Washington: The Trump administration has said it is not going back on its decision to terminate India's designation as a beneficiary developing nation under the key GSP trade programme, terming the suspension a "done deal". The Generalized System of Preference (GSP) is the largest and oldest US trade preference programme and is designed to promote economic development by allowing duty-free entry for thousands of products from designated beneficiary countries.
On March 4, President Donald Trump announced that the US intended to terminate India's designation as a beneficiary developing country under the GSP programme. The 60-day notice period ended on May 3. A formal notification is now expected anytime. The Trump administration has prioritised working with the Government of India to ensure that US companies have a level playing field, a senior State Department official told reporters on Thursday, hours after Narendra Modi was sworn in as Prime Minister for a second time following his spectacular electoral victory in the general elections.
"The persistent market access issues, which we were engaged with our Indian counterparts over the last year, led us to announce in March that we would be suspending or withdrawing India's benefits under the generalised system of Preferences Program," said the official who spoke on the condition of anonymity.
"That suspension is a done deal. Now the task is how do we look ahead; how do we work under the second Modi Administration, to identify a path forward?" the official said, reflecting the Trump administration's decision that the GSP termination is final.
Under the GSP programme, nearly 2,000 products including auto components and textile materials can enter the US duty-free if the beneficiary developing countries meet the eligibility criteria established by Congress. India was the largest beneficiary of the program in 2017 with USD 5.7 billion in imports to the US given duty-free status and Turkey the fifth largest with USD 1.7 billion in covered imports, according to a Congressional Research Service report issued in January.
"We believe there's enormous potential to grow our trade relationship and to help stimulate the jobs that Prime Minister Modi is committed to bringing to an overwhelmingly young Indian population. "We believe that if India is prepared to address policies including data localisation and e-commerce measures, that served to stifle international investment from top tier companies, that we can continue to make significant progress moving forward," the official said.
Noting that President Trump has already made the announcement regarding his decision to terminate the designation of India as a beneficiary nation under GSP, the official said there was a 60-day notification to Congress. The official said that does not rule out in the future, being able to achieve the reforms and the market access that the US needs under this programme to restore benefits.
"But I think we need to be looking forward at how do we relaunch an ambitious set of discussions between our trade teams in order to address these outstanding irritants," the official said, asserting that there is every reason to believe that the GSP suspension will move forward.

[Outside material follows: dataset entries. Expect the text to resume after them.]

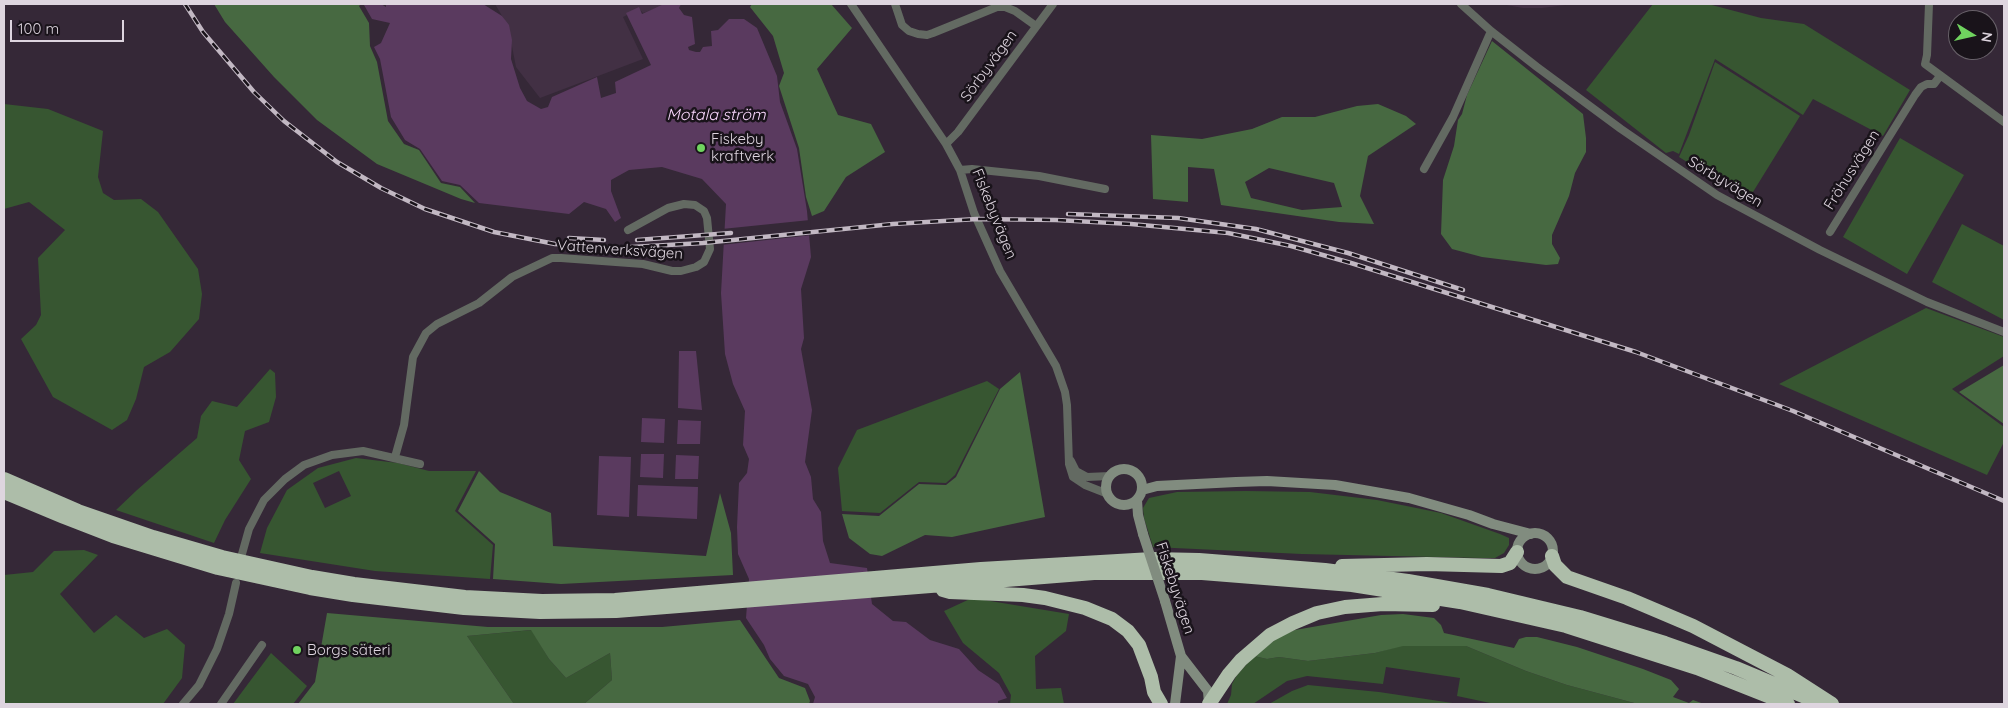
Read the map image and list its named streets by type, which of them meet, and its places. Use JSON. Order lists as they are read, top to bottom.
{
  "streets": {
    "street": [
      "Sörbyvägen",
      "Fröhusvägen",
      "Fiskebyvägen",
      "Vattenverksvägen"
    ]
  },
  "crossings": [
    ["Sörbyvägen", "Fiskebyvägen"]
  ],
  "water": ["Motala ström"],
  "places": ["Fiskeby kraftverk", "Borgs säteri"],
  "scale_bar": "100 m",
  "north": "right"
}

Responding to questions, the official reiterated that India needed to address some of its major concerns, in particular, those related to market access and data localisation.

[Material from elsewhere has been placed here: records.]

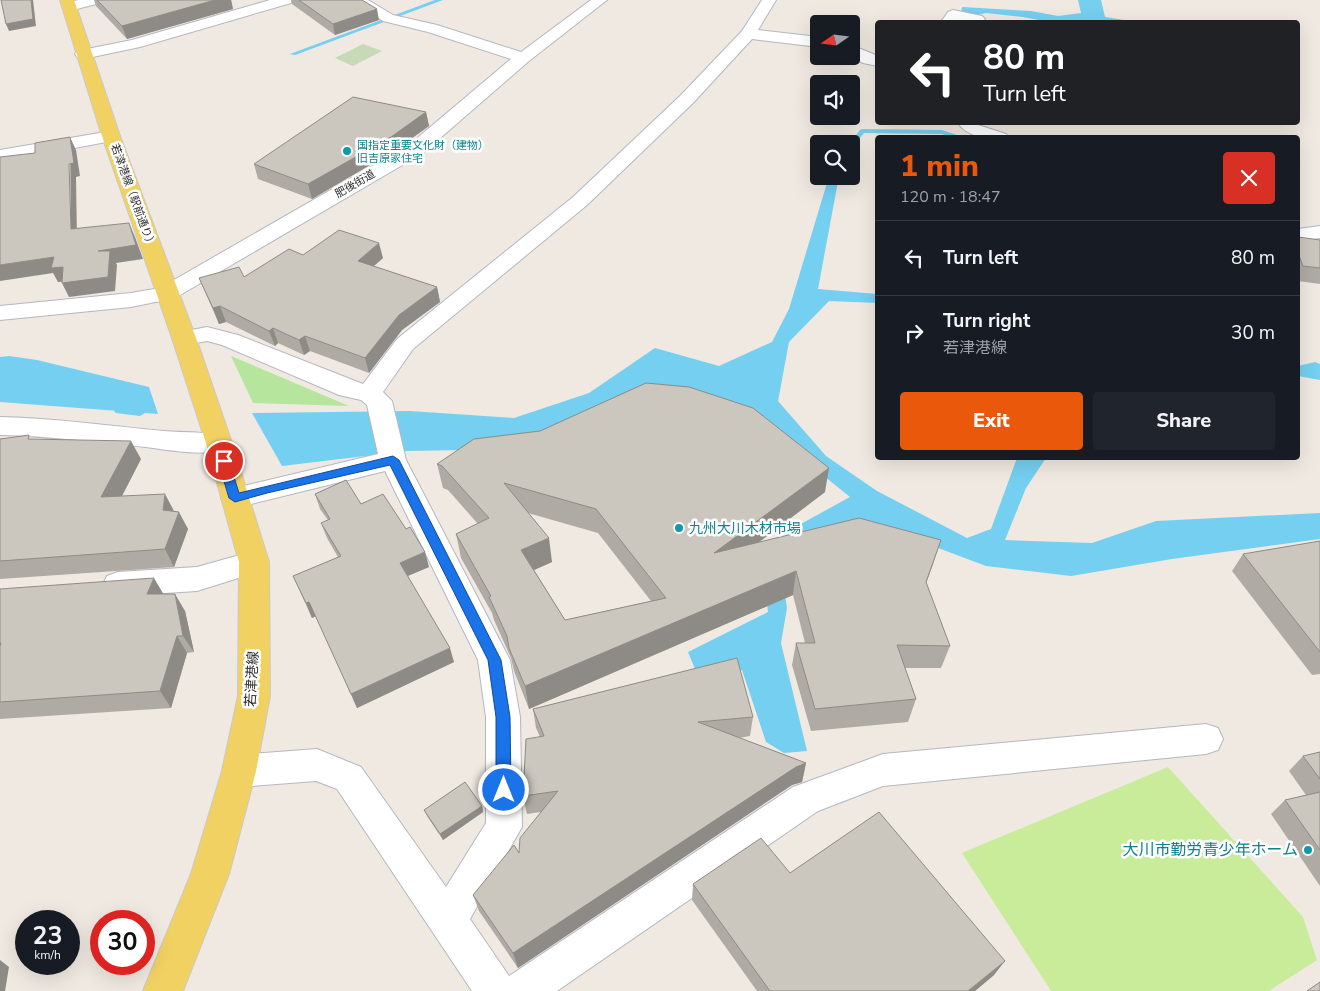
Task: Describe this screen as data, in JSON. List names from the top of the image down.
{
  "streets": {
    "main road": ["若津港線（駅前通り）", "若津港線"],
    "street": ["肥後街道"]
  },
  "crossings": [
    ["肥後街道", "若津港線（駅前通り）"],
    ["若津港線（駅前通り）", "若津港線"]
  ],
  "places": ["国指定重要文化財（建物） 旧吉原家住宅", "九州大川木材市場", "大川市勤労青少年ホーム"],
  "north": "left",
  "page": {
    "turn": ["80 m", "Turn left"],
    "heading": ["1 min", "120 m · 18:47"],
    "list": [
      {
        "name": "Turn left",
        "value": "80 m"
      },
      {
        "name": "Turn right",
        "note": "若津港線",
        "value": "30 m"
      }
    ],
    "buttons": ["Exit", "Share"],
    "speed": "23 km/h",
    "limit": "30"
  }
}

"Data localisation is a phenomenon that's been taking place globally where we've seen increasing digital protectionism. While we recognise that there are legitimate security and privacy and law enforcement issues related to data protection, we're looking at nearly eight per cent of India's GDP, about USD 160 billion is associated with IT firms who depend upon the free flow of data," the official said.
So, the US does not want to see market access barriers to American firms in India when the Indian companies currently enjoy largely unfettered access to the US markets, the official said. These issues, as well as that surrounding e-commerce, will certainly be a topic of conversation with the Indians, the official said.
The senior State Department official said there has been significant growth in the bilateral trade relationship as well as a narrowing of the trade deficit. The bilateral trade is now at about USD 142 billion. US exports last year increased by 28 per cent. The trade deficits for goods and services stands at about USD 24 billion, which is about 11.9 per cent reduction.
"We have also seen strategic Indian investments in aviation, defence, oil and gas. In the last year, India has imported more than USD 3.3 billion worth of US crude and is contracted to import USD 2 billion worth of liquefied natural gas annually which obviously brings tangible benefits to both our economies and our people," the official said.
At the same time, the official asserted that the tension remained between the two countries. "India remains one of the least open major economies in the world. The Trump administration is committed to ensuring free and fair and reciprocal trade. And we've prioritised working with the government of India to ensure that US companies have a level playing field," the official said.